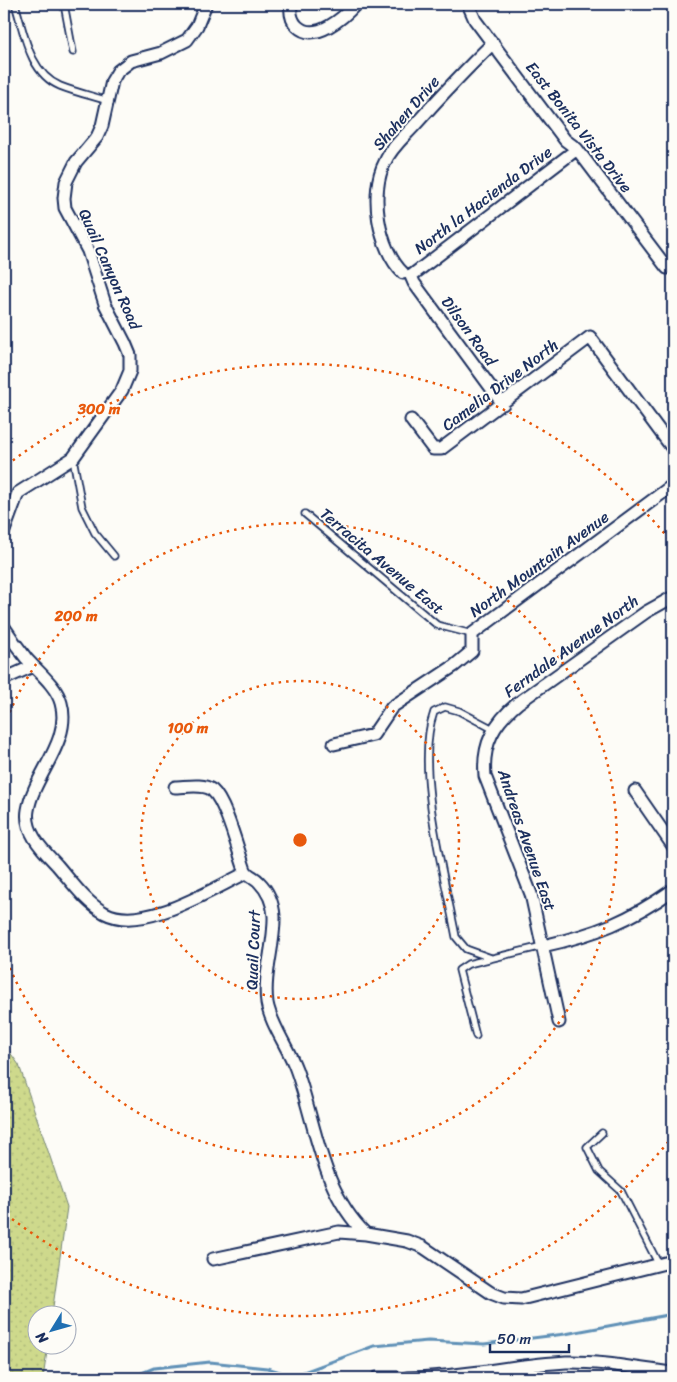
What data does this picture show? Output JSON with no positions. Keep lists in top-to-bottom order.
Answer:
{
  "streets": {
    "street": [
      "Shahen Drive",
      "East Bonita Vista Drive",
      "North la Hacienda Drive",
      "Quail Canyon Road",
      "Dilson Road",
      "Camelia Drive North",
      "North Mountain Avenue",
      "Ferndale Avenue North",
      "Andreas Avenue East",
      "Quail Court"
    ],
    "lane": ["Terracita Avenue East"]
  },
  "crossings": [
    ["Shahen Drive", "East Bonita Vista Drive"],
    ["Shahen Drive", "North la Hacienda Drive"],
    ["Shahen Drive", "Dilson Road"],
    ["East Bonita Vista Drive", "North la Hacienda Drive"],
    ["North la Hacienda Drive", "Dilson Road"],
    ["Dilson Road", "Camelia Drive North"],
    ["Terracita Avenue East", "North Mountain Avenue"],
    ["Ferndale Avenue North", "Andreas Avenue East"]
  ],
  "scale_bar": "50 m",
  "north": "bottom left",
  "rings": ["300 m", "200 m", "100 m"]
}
____
**Directions for this task**
Print every line of the material above exactly as it reads, skipping the pictures.

**Result of this task**
What data does this picture show? Output JSON with no positions. Keep lists in top-to-bottom order.
Answer:
{
  "streets": {
    "street": [
      "Shahen Drive",
      "East Bonita Vista Drive",
      "North la Hacienda Drive",
      "Quail Canyon Road",
      "Dilson Road",
      "Camelia Drive North",
      "North Mountain Avenue",
      "Ferndale Avenue North",
      "Andreas Avenue East",
      "Quail Court"
    ],
    "lane": ["Terracita Avenue East"]
  },
  "crossings": [
    ["Shahen Drive", "East Bonita Vista Drive"],
    ["Shahen Drive", "North la Hacienda Drive"],
    ["Shahen Drive", "Dilson Road"],
    ["East Bonita Vista Drive", "North la Hacienda Drive"],
    ["North la Hacienda Drive", "Dilson Road"],
    ["Dilson Road", "Camelia Drive North"],
    ["Terracita Avenue East", "North Mountain Avenue"],
    ["Ferndale Avenue North", "Andreas Avenue East"]
  ],
  "scale_bar": "50 m",
  "north": "bottom left",
  "rings": ["300 m", "200 m", "100 m"]
}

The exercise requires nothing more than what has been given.